LOS ARCANOS DE LA CIUDAD
Desigualdad bajo el mismo sol
Por José Pérez Linares
Hay tardes de mayo en la Ciudad de México en que la luz cae con una benevolencia engañosa. Bajo la sombra de los árboles en el Circuito Ámsterdam y sobre la arboleda de Avenida Durango, la capital adquiere por unas horas un aire de temporada amable. Mesas sobre la banqueta bajo sombrillas, jardines detrás de viejas rejas, corredores que avanzan sin apuro bajo la sombra, paseantes que alargan el trayecto de sus perros como si quisieran retener la tarde: la ciudad —tan severa en otros meses— parece concederse una tregua. Se camina sin prisa. Se ocupa la calle con un ánimo casi festivo. Hay en el ambiente una ligereza luminosa, una sensualidad discreta, como si el verano, en su primer gesto, viniera a recordar que la vida urbana también puede sentirse placentera. El calor, en ese rostro, embellece.
Hace más suaves los movimientos, más largas las sobremesas, más tentador el paseo sin destino. Las heladerías vuelven a tener fila en la puerta, las bancas bajo árboles maduros encuentran ocupante, y al caer la tarde una brisa leve consigue, por un instante, que la capital parezca reconciliada consigo misma.

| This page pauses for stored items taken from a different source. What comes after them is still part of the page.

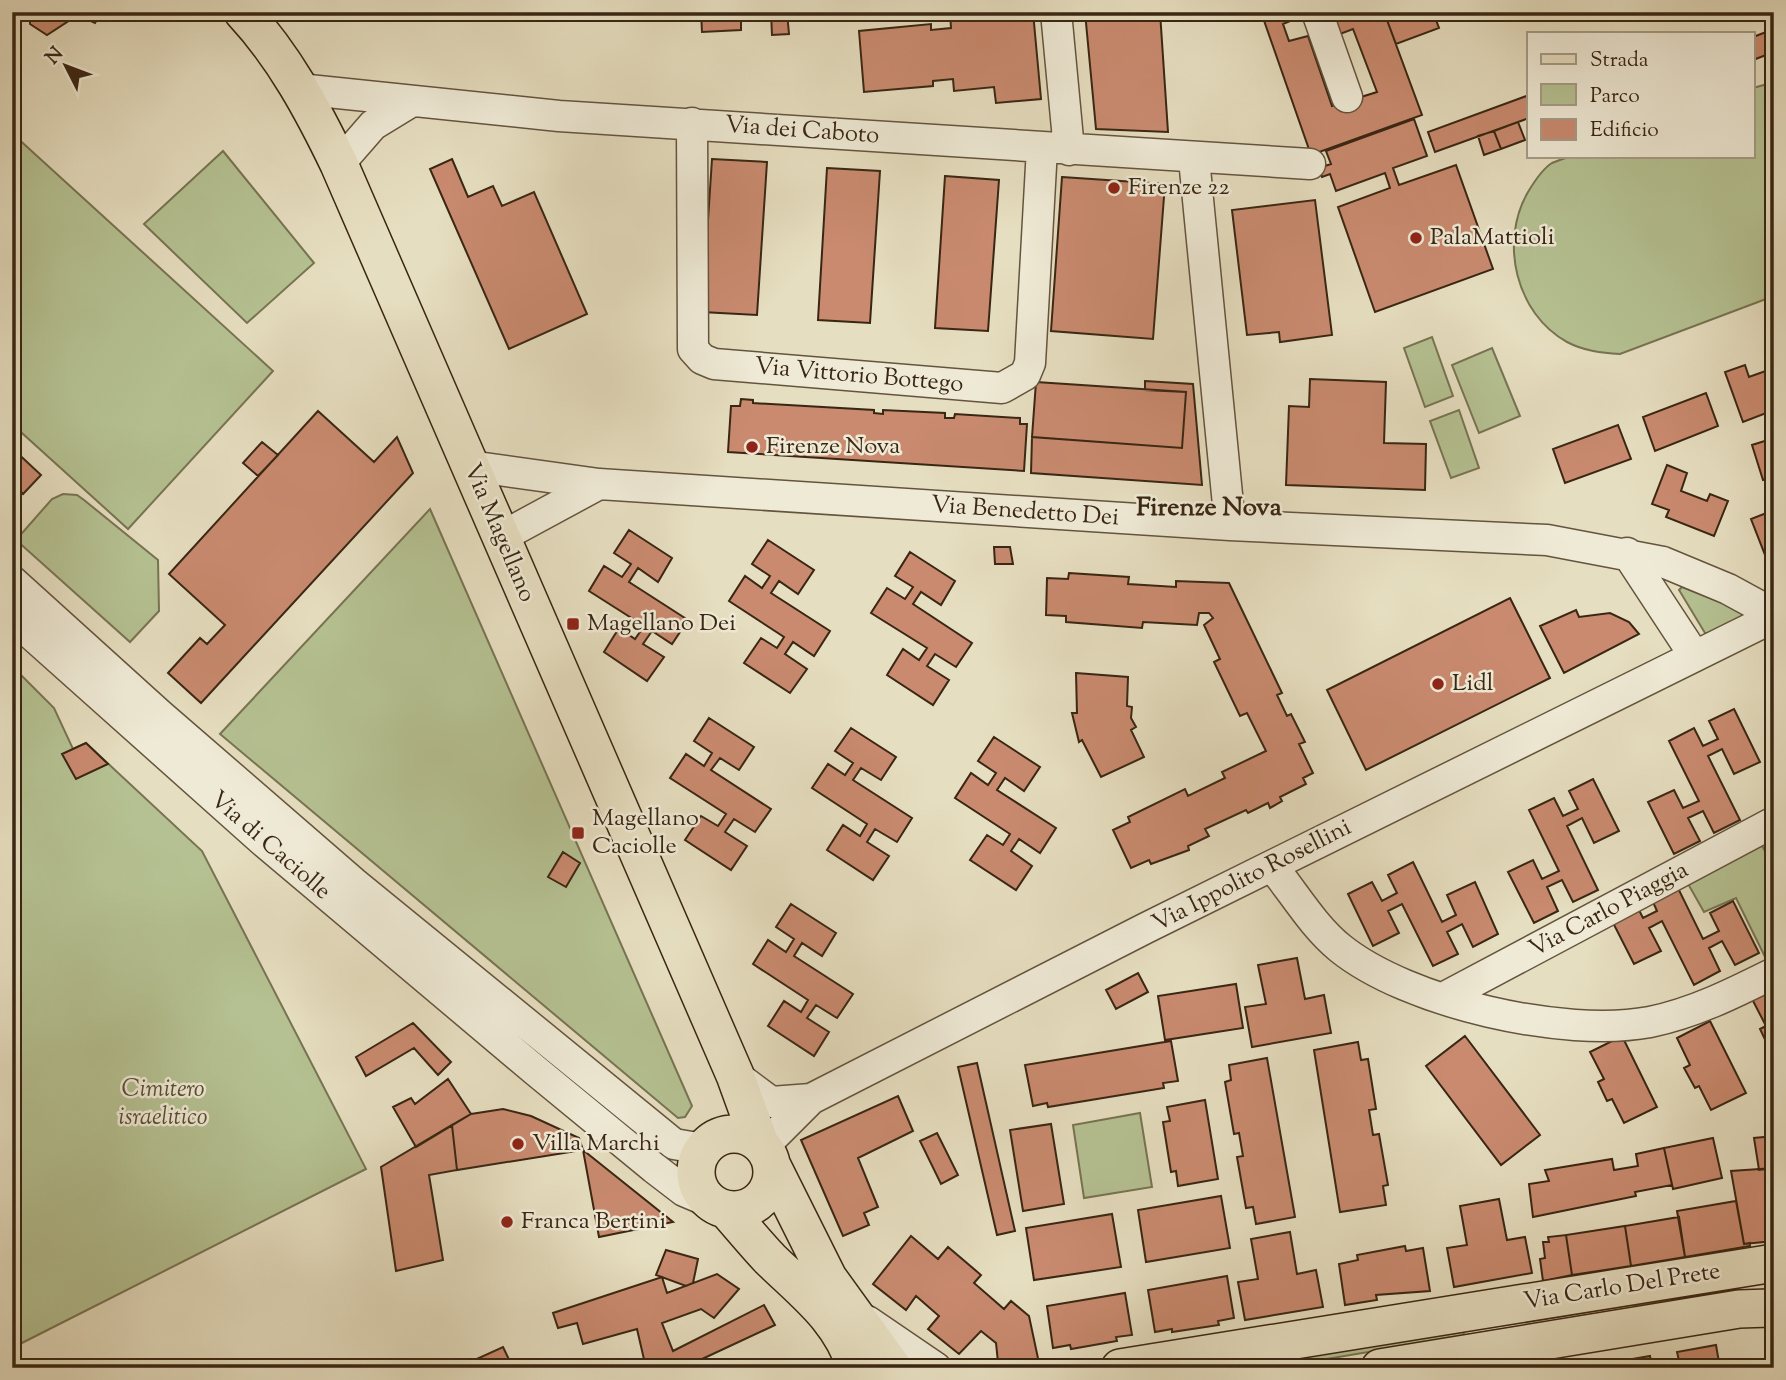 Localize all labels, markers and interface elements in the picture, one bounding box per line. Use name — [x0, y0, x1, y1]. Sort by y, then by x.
north arrow — [32, 32, 102, 102]
legend — [1527, 32, 1754, 158]
text: N — [40, 42, 70, 71]
text: Strada — [1590, 46, 1649, 76]
text: Parco — [1590, 82, 1640, 112]
street label: Via dei Caboto — [724, 109, 880, 153]
text: Edificio — [1590, 116, 1659, 146]
place label: Firenze 22 — [1128, 171, 1230, 205]
marker: Firenze 22 — [1106, 180, 1122, 196]
place label: PalaMattioli — [1430, 221, 1555, 255]
marker: PalaMattioli — [1408, 230, 1424, 246]
street label: Via Vittorio Bottego — [753, 350, 965, 402]
place label: Firenze Nova — [766, 430, 900, 464]
marker: Firenze Nova — [744, 439, 760, 455]
street label: Via Magellano — [454, 458, 544, 608]
street label: Via Benedetto Dei — [930, 488, 1120, 536]
district label: Firenze Nova — [1136, 490, 1282, 527]
place label: Magellano Dei — [587, 607, 736, 641]
marker: Magellano Dei — [565, 616, 581, 632]
place label: Lidl — [1452, 667, 1494, 701]
marker: Lidl — [1430, 676, 1446, 692]
street label: Via di Caciolle — [202, 784, 338, 908]
place label: Magellano Caciolle — [592, 802, 699, 864]
street label: Via Ippolito Rosellini — [1147, 811, 1358, 941]
marker: Magellano Caciolle — [570, 825, 586, 841]
street label: Via Carlo Piaggia — [1523, 854, 1695, 966]
park label: Cimitero israelitico — [118, 1073, 208, 1135]
place label: Villa Marchi — [532, 1127, 660, 1161]
marker: Villa Marchi — [510, 1136, 526, 1152]
place label: Franca Bertini — [521, 1205, 666, 1239]
marker: Franca Bertini — [499, 1214, 515, 1230]
street label: Via Carlo Del Prete — [1521, 1255, 1723, 1319]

Pero esa es apenas una cara del verano. Existe otra bajo el mismo sol. Quien recorre la ciudad dentro de un automóvil moderno viaja en una cápsula climática donde el rumor exterior apenas llega como paisaje distante. Afuera el pavimento reverbera; adentro, el aire fresco vuelve dócil la estación. El verano puede contemplarse desde el cristal como se mira una tormenta lejana: visible, pero casi ajena.
Muy distinta es la travesía de quien desciende al Metro a la hora pico. Ahí abajo, el calor deja de ser estación y se convierte en prueba. Andenes colmados. Aire espeso. El olor seco del metal caliente. Ventiladores que sólo desplazan una bocanada tibia. Vagones densamente ocupados donde el aire no se respira: se mastica. En jornadas extremas se han registrado temperaturas superiores a los cuarenta grados en estaciones y convoyes. Cuarenta grados sostenidos por miles de cuerpos que siguen avanzando porque no tienen otra alternativa.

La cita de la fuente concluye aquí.